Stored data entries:
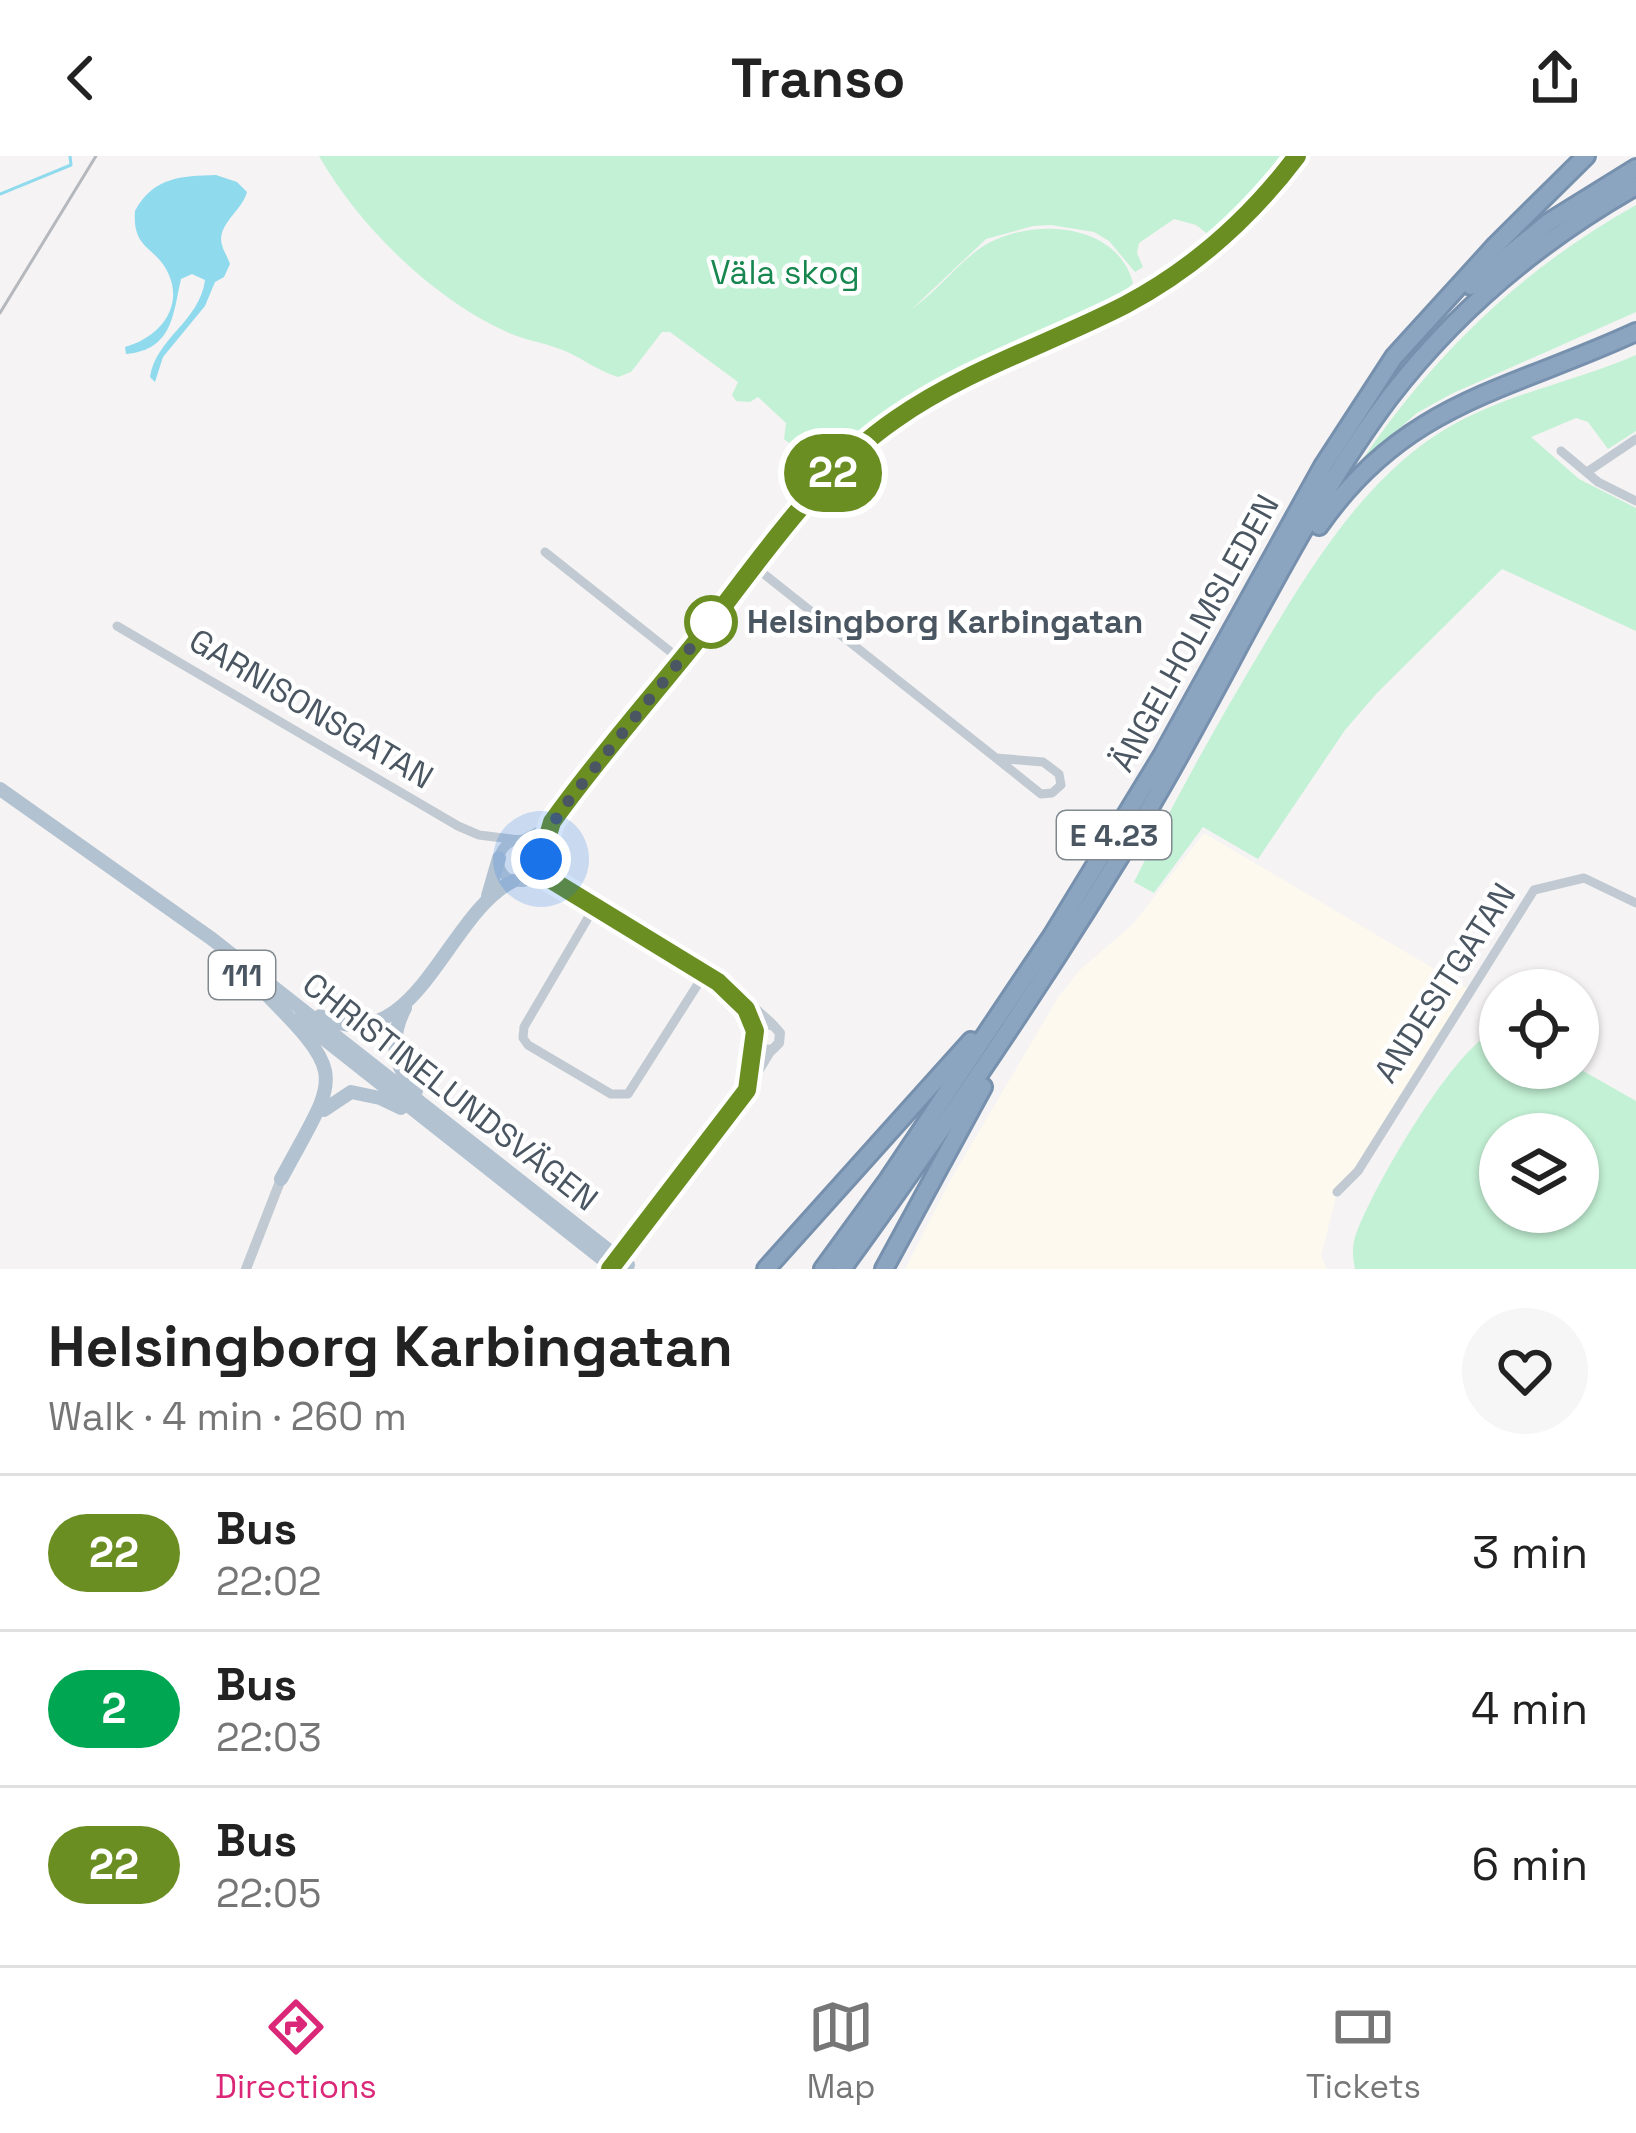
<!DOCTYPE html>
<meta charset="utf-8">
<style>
:root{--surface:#fff;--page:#f6f6f6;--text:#222;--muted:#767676;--line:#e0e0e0;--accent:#db2777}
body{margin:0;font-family:"Space Grotesk",sans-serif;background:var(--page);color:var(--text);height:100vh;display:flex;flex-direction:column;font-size:45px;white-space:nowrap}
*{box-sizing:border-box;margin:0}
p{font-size:39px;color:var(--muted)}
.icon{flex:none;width:66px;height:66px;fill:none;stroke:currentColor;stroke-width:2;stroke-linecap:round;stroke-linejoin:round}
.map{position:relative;height:1113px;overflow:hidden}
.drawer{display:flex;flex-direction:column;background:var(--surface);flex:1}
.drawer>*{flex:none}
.badge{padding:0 24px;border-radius:39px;font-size:42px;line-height:78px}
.tools{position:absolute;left:1479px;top:813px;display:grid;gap:24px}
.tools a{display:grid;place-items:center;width:120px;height:120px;border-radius:50%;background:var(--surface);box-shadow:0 3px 9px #0004;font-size:60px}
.you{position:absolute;width:60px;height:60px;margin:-30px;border:9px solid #fff;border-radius:50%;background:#1a73e8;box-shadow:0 0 0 18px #1a73e833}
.map>.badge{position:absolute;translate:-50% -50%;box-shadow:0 0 0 6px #fff}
.round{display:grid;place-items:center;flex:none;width:126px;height:126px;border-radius:63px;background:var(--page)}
.summary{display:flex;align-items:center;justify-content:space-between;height:204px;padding:0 48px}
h1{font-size:57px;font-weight:800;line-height:90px}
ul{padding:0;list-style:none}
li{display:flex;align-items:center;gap:36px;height:156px;padding:0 48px;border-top:3px solid var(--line)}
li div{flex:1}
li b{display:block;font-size:45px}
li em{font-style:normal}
li .badge{min-width:132px;font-weight:700;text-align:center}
header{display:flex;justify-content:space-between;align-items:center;height:156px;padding:0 48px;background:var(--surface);font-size:54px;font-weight:800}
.dock{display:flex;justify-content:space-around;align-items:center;height:168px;border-top:3px solid var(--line);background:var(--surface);font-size:33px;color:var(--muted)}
.dock a{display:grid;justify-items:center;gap:6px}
.dock .current{color:var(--accent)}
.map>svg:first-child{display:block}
.commercial{fill:#fdf9ef}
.green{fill:#c3f1d5;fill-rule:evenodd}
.water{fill:#90daee}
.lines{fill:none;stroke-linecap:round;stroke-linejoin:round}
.stream{stroke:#90daee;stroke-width:3}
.motorway-casing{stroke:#7690ad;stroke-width:22}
.minor{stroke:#c1cad2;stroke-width:9}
.tertiary{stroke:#c1cad2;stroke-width:10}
.primary{stroke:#b3c2d1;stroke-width:14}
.motorway{stroke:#8ba5c1;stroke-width:16}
.rail{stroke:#b5b8bd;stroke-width:3}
.primary-bridge{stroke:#b3c2d1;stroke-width:14}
.line-casing{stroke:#fff;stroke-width:27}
.line{stroke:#6b8e23;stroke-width:18}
.walk{stroke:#4a5661;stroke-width:12;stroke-dasharray:0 21.6}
.stop-dot{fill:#fff;stroke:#6b8e23;stroke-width:6}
.labels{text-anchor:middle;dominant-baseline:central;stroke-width:9;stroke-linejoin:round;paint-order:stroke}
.shield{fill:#fff;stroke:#808990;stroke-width:3}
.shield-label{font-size:30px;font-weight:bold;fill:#4a5661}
.park-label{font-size:33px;fill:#17864f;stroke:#fff}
.stop-label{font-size:33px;font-weight:bold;fill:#4a5661;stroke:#fff;text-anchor:start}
.street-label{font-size:33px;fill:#4a5661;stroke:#fff}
</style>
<header><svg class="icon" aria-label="back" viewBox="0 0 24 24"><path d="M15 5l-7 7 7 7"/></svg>Transo<svg class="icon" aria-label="share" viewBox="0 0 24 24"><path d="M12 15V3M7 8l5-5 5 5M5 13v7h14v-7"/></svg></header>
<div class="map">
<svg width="1636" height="1113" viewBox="0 0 1636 1113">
<rect width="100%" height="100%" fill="#f5f3f3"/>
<path class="commercial" d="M1204,677L1470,834L1358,1015L1337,1037L1321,1100L1327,1113H905L951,1023L1059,840L1080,814L1133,768Z"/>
<g class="green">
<path d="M319,0H1295L1279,23L1272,17L1209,79L1196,69L1174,63L1139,87L1137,97L1143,111L1135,116L1109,85L1094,76L1051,69L1033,70L986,83L912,153C937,135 957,108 982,91C1028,61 1117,65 1133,127L1120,141C1009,193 914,227 824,313L816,307L807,310L802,307L797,293L784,283L786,267L758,241L750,246L736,245L732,239L738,226L670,176H662L631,216L618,221C597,215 580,200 560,193C542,186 523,184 507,176C432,142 359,70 319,0Z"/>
<path d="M1636,49V156L1451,238L1417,257L1361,306C1433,199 1523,112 1636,49Z"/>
<path d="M1636,199V275L1608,293L1588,266L1576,262L1531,281L1579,323L1636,352V475L1502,413L1377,537L1345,574L1258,703L1203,671L1154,737L1134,726C1172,649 1213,575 1257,501C1308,415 1365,317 1456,267C1513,236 1577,225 1636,199Z"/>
<path d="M1500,874V912H1578L1636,945V1113H1355C1353,1103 1352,1095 1354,1085C1364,1045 1461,877 1500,874ZM1500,978H1578V1056H1500Z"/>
</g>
<path class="water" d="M216,19L237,26L247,36C242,55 216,69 222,89C224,96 228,102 230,108L224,121L215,126L205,150L163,201L155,226L150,221C156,182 200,165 205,124L192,118L181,123C173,158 173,194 126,198L125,191C156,183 184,154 169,119C157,90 132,95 135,55C153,21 181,20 216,19Z"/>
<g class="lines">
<path class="stream" d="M0,38L71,9L70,0"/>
<defs>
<g id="motorway">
<path d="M1471,130L1549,66L1636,12"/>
<path d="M1319,370C1406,245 1509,235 1636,176"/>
<path d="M766,1113L971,885"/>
<path d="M823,1113L888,1024L1052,780L1162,600L1323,310L1394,201L1496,89L1586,0"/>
<path d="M842,1113C951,963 1055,810 1150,651C1229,518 1297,365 1389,242C1456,155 1541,84 1636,30"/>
<path d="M884,1113L983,931"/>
</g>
</defs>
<use href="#motorway" class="motorway-casing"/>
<g class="minor">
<path d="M1561,295L1598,326L1636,345"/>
<path d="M1587,316L1636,283"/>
<path d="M545,396L681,504"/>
<path d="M755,411L996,602L1043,606L1059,618L1061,629L1052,637L1041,638L996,602"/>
<path d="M117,470L458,670L479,679L519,684"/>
<path d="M595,750L524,871L523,882L528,889L611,938H628L705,817"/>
<path d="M1337,1036L1358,1015L1534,734L1584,722L1636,747"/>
</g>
<g class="tertiary">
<path d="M522,684L548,671C607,597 666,524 724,449C775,385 824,317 889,267C960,214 1048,189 1126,149C1193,113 1251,61 1297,0"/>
<circle cx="520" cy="705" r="21"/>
<path d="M540,708L548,722L727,833L750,858L755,885L761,893L772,894L779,887L780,877L773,869H763L756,875"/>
<path d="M740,839L771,867"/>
<path d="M750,927L755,886"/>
<path d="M616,1106L741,943L771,894"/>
<path d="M246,1113L281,1023"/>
</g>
<g class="primary">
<path d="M0,633L212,783L612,1097"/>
<path d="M488,740L499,702"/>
<path d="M262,834C351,923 337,918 281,1023"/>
<path d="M405,852C389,882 393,910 416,935"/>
<path d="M320,860C416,907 445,759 513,725"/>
<path d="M299,863L605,1105"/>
<path d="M324,954L351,936L380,942L401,952"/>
</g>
<use href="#motorway" class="motorway"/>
<path class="rail" d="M0,157L96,0"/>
<g class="primary-bridge">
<path d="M612,1097L628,1109"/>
<path d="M605,1105L615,1113"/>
</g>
</g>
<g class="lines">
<defs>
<path id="line" d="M610,1113L747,934L755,875L746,853L718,826L548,722L541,703L552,666C596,604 647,547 695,487C756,410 814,319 896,263C966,214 1049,188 1125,149C1193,113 1251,61 1297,0"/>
</defs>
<use href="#line" class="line-casing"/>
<use href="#line" class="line"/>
<path class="walk" d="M541,703L558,658L711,466"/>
</g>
<circle class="stop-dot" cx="711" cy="466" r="24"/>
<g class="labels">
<g class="shield">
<rect x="1057" y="655" width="114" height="48" rx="9"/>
<rect x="209" y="795" width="66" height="48" rx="9"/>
</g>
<g class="shield-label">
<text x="1114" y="679">E 4.23</text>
<text x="242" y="819">111</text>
</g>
<g class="park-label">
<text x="785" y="117">Väla skog</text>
</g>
<g class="stop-label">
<text x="747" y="466">Helsingborg Karbingatan</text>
</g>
<g class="street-label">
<text transform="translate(1195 477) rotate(-61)">ÄNGELHOLMSLEDEN</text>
<text transform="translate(311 553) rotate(31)">GARNISONSGATAN</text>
<text transform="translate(1445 827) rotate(-57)">ANDESITGATAN</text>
<text transform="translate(450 936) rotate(38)">CHRISTINELUNDSVÄGEN</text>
</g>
</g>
</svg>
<div class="tools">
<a><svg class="icon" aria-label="locate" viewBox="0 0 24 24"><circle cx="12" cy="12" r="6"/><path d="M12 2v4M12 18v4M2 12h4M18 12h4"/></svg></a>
<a><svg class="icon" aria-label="layers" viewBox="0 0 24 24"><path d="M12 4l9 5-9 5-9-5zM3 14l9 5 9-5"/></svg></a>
</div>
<div class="you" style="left:541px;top:703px"></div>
<b class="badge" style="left:833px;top:317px;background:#6b8e23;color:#fff">22</b>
</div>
<section class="drawer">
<div class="summary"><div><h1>Helsingborg Karbingatan</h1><p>Walk · 4 min · 260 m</p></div><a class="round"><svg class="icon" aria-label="heart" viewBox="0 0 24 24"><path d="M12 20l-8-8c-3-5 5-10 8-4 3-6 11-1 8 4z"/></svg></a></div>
<ul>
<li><span class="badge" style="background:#6b8e23;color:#fff">22</span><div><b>Bus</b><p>22:02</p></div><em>3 min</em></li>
<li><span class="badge" style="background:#00a651;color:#fff">2</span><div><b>Bus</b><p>22:03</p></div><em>4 min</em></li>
<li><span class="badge" style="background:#6b8e23;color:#fff">22</span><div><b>Bus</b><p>22:05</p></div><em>6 min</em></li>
</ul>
</section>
<nav class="dock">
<a class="current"><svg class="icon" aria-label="directions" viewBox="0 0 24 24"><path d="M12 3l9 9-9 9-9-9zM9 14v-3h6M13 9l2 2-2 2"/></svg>Directions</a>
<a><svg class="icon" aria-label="map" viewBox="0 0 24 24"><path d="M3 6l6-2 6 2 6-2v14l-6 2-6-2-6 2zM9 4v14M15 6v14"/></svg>Map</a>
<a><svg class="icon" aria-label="tickets" viewBox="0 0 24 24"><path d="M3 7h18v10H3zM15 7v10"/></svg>Tickets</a>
</nav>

- _TASK STATEMENT_
Go through the records and show every line with the string "linecap" in it.

- _SOLUTION_
.icon{flex:none;width:66px;height:66px;fill:none;stroke:currentColor;stroke-width:2;stroke-linecap:round;stroke-linejoin:round}
.lines{fill:none;stroke-linecap:round;stroke-linejoin:round}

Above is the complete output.